Now his concerns have been vindicated. A committee of MPs has made the latest addition to a damning assessment of the bidding process for the contract, saying that the Department for Transport (DfT) had run it with a “complete lack of common sense”. The bill for taxpayers would be more than £50 million.  

The report from the House of Commons Public Accounts Committee said that there was a lack of leadership at the DfT and a failure to “get basic processes right” over the west coast fiasco. MPs said they were concerned that these mistakes could be repeated in future projects such as the high-speed HS2 scheme and the London Thameslink project, which has already been criticised by unions and trainmaker Bombardier for the decision to award a lucrative rolling stock order to Siemens. 

The report said the department failed to learn from mistakes made in previous projects, and senior managers failed to apply common sense during the west coast bidding process. Managers had “missed warning signs that there were serious problems with the bidding competition”. The committee said: “We are astonished that there was no senior civil servant in the team despite the importance of this multi-billion-pound franchise.” The MPs were “astonished that the DfT permanent secretary did not have detailed understanding and oversight of the competition”.
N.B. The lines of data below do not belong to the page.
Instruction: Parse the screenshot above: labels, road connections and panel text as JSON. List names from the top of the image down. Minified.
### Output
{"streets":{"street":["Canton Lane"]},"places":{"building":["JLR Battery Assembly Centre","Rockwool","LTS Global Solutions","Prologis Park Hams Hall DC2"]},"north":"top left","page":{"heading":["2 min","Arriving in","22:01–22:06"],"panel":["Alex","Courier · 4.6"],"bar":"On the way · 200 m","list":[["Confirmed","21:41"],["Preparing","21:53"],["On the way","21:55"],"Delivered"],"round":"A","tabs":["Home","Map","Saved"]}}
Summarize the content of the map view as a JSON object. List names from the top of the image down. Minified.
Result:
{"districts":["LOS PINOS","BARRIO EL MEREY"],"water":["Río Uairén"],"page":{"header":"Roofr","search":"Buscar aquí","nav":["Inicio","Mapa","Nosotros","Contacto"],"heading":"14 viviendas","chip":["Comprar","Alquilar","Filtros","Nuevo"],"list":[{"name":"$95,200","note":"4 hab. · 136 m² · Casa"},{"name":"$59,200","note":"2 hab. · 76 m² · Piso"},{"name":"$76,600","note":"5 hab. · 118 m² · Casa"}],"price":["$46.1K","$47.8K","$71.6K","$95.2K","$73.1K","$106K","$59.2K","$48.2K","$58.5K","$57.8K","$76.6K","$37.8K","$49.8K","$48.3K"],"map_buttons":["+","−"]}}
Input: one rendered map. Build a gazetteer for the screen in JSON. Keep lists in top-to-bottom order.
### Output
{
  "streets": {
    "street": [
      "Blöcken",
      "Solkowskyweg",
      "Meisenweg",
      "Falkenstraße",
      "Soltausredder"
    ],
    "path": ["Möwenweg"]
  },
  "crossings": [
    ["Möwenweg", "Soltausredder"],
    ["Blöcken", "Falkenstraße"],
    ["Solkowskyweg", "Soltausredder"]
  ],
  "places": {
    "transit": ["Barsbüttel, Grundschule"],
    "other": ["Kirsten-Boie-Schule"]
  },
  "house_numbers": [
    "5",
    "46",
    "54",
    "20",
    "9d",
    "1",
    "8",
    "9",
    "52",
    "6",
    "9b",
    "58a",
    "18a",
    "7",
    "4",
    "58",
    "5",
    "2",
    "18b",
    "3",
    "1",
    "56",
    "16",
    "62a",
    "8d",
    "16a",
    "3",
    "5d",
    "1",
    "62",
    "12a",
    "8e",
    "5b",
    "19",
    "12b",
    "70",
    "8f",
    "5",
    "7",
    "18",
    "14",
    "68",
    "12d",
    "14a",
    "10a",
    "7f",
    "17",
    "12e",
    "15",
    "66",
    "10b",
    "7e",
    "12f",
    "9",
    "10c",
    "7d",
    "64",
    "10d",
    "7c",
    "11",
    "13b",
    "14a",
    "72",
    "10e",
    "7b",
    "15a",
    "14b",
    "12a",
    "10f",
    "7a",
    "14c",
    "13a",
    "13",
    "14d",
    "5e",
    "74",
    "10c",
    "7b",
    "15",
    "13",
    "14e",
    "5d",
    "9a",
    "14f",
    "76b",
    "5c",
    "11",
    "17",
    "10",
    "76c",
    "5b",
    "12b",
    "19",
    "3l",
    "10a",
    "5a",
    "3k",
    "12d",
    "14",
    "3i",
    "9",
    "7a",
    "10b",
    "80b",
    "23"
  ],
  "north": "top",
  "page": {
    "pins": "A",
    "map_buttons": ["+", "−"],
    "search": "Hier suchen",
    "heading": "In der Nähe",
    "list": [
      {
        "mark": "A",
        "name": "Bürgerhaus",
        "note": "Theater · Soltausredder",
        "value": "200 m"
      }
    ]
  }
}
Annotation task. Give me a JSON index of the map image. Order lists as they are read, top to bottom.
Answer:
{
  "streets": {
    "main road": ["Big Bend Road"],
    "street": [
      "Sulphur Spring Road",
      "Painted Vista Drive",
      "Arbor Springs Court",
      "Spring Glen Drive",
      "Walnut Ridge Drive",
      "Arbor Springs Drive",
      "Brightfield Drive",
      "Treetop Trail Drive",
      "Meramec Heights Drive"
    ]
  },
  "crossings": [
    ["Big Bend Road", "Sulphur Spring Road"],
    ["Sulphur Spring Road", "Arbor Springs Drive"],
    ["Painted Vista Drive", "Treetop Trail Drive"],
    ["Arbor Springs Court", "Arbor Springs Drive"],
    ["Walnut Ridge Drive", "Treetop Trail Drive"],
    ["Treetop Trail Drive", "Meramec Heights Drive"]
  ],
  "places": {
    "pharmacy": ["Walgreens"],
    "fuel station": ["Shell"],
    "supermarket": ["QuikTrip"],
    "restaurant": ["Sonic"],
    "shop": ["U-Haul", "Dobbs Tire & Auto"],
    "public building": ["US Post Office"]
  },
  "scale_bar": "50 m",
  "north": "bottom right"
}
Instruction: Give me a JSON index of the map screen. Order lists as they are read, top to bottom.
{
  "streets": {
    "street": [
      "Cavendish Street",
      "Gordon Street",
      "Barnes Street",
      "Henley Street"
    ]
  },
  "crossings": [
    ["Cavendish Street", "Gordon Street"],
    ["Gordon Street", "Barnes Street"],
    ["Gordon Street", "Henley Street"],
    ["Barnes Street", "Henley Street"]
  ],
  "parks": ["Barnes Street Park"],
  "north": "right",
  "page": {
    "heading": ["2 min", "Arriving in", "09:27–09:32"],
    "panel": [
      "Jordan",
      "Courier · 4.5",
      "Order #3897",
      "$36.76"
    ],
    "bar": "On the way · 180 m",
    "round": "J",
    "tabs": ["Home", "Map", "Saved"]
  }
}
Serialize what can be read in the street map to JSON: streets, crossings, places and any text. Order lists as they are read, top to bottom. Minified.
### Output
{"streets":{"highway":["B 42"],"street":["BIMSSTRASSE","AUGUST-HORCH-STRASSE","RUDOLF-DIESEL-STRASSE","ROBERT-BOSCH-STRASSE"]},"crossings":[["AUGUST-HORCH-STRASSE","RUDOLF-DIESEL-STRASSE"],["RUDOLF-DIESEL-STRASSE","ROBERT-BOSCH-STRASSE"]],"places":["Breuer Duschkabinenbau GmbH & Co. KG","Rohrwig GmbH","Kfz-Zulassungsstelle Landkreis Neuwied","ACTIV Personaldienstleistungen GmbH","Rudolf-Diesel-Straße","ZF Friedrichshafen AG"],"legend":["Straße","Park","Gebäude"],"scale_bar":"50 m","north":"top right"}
Once the errors in the process were identified, transport secretary Patrick McLoughlin scrapped the bidding. Virgin is carrying on running the west coast service until November next year, with a new bidding process starting after that.

Committee chairman Margaret Hodge, Labour MP for Barking, said: “The DfT’s complete lack of common sense in the way it ran the franchise competition has landed the taxpayer with a bill of £50 million at the very least. If you factor in the cost of delays to investment on the line, and the potential knock-on effect on other franchise competitions, then the final cost to the taxpayer will be very much larger.”

She went on: “The franchising process was littered with basic errors. Senior management did not have proper oversight. Cuts in staffing and in consultancy budgets contributed to a lack of key skills. We are astonished that the permanent secretary did not oversee the project because he was told he could not see all the information which might have enabled him to challenge the processes, although it was one of the most important tasks for which the department is responsible. 

“Given that the department got it so wrong over this competition, we must feel concern over how properly it will handle future projects, including HS2 and Thameslink.”

Branson can afford, perhaps, to feel a little smug at all of this. Virgin, meanwhile, claimed that a petition started by a customer that attracted 174,000 signatures prompted the parliamentary debate that led to the west coast contract decision being overturned.